Directions -> This exercise calls for every line of the data below with the string "origin" in it.

Records ->
________

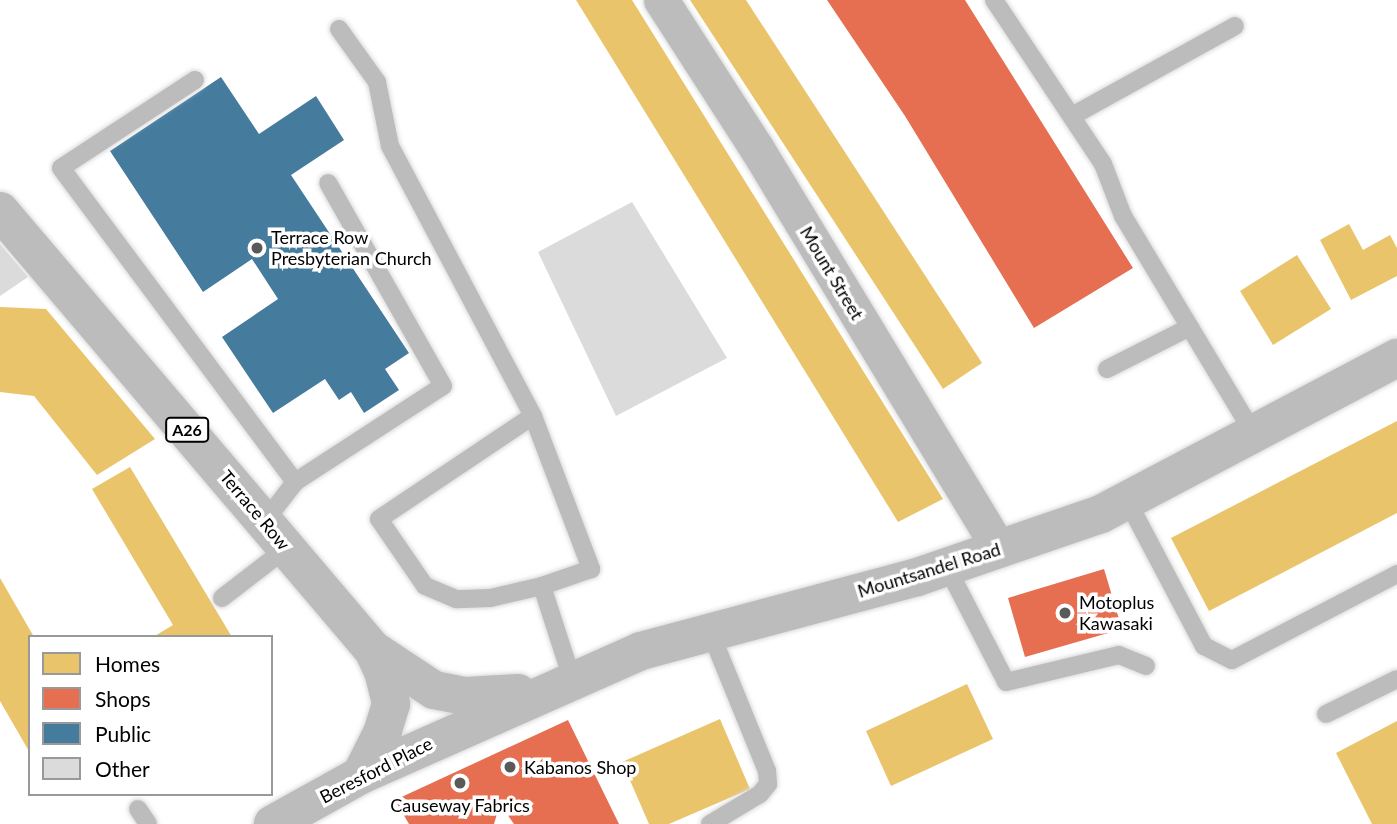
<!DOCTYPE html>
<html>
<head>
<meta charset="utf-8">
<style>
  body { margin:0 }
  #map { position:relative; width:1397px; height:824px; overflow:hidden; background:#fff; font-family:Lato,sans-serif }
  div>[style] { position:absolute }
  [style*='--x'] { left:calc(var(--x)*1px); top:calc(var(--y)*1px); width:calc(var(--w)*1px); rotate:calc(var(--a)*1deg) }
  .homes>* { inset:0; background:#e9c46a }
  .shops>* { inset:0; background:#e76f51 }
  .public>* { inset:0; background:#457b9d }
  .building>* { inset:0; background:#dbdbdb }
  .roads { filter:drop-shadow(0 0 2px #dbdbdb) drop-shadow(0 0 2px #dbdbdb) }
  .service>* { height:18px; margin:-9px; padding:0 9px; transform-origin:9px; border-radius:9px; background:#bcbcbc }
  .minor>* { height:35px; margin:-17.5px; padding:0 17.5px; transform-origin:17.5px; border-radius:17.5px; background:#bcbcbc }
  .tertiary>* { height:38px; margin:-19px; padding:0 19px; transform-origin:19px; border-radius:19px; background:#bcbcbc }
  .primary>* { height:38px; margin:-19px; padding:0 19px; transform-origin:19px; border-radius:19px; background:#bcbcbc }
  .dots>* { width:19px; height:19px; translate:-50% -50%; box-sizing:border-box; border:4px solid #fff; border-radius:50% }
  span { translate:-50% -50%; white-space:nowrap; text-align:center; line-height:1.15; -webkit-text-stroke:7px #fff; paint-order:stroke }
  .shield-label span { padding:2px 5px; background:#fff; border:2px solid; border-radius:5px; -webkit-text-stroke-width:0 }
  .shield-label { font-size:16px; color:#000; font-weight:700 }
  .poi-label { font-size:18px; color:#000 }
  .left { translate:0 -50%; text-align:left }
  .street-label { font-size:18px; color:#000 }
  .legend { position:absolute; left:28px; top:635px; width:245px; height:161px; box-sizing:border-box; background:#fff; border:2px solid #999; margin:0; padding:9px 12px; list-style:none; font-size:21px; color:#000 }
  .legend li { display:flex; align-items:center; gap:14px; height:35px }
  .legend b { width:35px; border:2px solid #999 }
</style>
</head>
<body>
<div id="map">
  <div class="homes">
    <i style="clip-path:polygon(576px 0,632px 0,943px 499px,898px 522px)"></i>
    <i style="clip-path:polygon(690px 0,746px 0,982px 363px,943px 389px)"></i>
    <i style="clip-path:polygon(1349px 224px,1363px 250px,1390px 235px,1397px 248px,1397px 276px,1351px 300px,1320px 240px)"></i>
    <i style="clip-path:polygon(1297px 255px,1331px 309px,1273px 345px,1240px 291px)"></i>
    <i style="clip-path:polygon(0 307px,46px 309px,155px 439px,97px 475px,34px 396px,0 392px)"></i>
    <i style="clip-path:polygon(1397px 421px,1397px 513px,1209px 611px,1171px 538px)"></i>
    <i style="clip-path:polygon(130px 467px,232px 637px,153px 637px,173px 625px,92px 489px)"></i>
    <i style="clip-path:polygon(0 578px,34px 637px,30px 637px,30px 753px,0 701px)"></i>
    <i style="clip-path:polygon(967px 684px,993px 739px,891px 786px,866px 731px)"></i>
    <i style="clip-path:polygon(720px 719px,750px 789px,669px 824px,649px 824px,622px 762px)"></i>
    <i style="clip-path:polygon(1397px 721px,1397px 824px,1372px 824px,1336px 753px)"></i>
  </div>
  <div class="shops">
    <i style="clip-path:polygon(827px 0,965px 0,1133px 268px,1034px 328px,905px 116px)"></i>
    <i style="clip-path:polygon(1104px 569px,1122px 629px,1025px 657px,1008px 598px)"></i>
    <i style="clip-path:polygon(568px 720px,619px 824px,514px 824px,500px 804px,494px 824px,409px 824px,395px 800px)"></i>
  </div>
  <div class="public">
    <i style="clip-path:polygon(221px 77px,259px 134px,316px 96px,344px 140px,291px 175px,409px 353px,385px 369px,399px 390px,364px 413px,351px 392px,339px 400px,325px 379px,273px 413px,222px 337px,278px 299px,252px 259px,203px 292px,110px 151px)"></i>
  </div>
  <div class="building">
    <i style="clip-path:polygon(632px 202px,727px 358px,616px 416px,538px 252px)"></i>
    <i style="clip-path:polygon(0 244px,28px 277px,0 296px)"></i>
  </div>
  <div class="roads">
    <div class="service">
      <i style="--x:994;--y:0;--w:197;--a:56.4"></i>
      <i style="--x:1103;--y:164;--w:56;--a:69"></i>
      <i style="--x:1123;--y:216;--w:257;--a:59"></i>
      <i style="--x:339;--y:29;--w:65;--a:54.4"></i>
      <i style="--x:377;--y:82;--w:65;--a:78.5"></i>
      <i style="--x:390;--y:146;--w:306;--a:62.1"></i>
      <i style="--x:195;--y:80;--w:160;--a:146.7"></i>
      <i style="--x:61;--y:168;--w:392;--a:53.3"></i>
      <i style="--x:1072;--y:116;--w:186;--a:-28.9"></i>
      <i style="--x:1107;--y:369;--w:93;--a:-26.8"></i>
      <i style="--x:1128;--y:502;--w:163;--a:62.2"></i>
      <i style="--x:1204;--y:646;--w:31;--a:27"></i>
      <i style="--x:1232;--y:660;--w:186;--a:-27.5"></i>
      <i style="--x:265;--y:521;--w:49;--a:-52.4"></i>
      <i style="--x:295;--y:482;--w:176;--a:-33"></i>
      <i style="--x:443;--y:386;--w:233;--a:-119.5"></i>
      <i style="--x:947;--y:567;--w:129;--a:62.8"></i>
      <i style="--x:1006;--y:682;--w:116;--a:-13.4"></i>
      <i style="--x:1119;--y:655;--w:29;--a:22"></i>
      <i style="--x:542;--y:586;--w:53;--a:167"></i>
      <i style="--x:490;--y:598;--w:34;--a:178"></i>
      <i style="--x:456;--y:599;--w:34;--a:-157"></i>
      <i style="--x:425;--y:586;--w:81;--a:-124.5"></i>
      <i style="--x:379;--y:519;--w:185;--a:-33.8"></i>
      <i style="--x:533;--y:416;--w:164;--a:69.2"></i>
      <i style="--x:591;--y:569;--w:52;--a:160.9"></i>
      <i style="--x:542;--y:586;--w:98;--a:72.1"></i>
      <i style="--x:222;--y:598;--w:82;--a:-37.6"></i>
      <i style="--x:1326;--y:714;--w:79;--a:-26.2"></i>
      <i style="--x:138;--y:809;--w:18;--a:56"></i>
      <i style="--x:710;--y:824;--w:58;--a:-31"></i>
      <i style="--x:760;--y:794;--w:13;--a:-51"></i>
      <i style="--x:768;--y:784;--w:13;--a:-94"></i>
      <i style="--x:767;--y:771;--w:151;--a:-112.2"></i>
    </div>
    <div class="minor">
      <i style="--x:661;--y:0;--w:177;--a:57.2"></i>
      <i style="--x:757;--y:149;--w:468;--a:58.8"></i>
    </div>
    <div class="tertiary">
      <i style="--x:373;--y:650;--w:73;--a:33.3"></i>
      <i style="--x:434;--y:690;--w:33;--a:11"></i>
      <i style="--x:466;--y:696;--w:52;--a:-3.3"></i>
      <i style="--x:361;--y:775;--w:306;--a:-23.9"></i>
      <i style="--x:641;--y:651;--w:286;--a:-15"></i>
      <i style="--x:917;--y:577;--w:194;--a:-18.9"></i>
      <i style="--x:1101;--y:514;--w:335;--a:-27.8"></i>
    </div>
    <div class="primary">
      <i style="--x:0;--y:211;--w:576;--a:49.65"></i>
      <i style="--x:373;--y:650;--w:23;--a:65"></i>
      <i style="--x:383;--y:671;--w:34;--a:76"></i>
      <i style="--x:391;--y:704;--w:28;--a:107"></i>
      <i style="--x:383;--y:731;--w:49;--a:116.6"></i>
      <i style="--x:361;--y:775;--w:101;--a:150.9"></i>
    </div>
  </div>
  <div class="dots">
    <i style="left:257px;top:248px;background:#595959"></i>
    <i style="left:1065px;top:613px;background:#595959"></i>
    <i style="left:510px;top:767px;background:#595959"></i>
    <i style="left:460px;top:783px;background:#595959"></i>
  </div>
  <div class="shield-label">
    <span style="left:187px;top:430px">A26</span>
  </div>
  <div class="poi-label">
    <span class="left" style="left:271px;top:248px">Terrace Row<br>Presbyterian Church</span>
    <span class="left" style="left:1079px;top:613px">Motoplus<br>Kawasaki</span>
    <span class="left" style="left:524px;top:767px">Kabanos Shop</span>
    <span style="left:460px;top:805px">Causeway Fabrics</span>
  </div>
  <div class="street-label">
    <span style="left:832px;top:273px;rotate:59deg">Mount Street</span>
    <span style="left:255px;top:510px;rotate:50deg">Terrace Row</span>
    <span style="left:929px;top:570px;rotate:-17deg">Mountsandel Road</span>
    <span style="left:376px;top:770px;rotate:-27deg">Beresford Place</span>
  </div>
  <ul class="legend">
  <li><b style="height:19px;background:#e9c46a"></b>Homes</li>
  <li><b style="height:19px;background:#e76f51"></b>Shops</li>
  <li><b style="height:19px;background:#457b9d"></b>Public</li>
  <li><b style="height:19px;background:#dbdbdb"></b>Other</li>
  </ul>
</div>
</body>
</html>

________

Solved problem ->
  .service>* { height:18px; margin:-9px; padding:0 9px; transform-origin:9px; border-radius:9px; background:#bcbcbc }
  .minor>* { height:35px; margin:-17.5px; padding:0 17.5px; transform-origin:17.5px; border-radius:17.5px; background:#bcbcbc }
  .tertiary>* { height:38px; margin:-19px; padding:0 19px; transform-origin:19px; border-radius:19px; background:#bcbcbc }
  .primary>* { height:38px; margin:-19px; padding:0 19px; transform-origin:19px; border-radius:19px; background:#bcbcbc }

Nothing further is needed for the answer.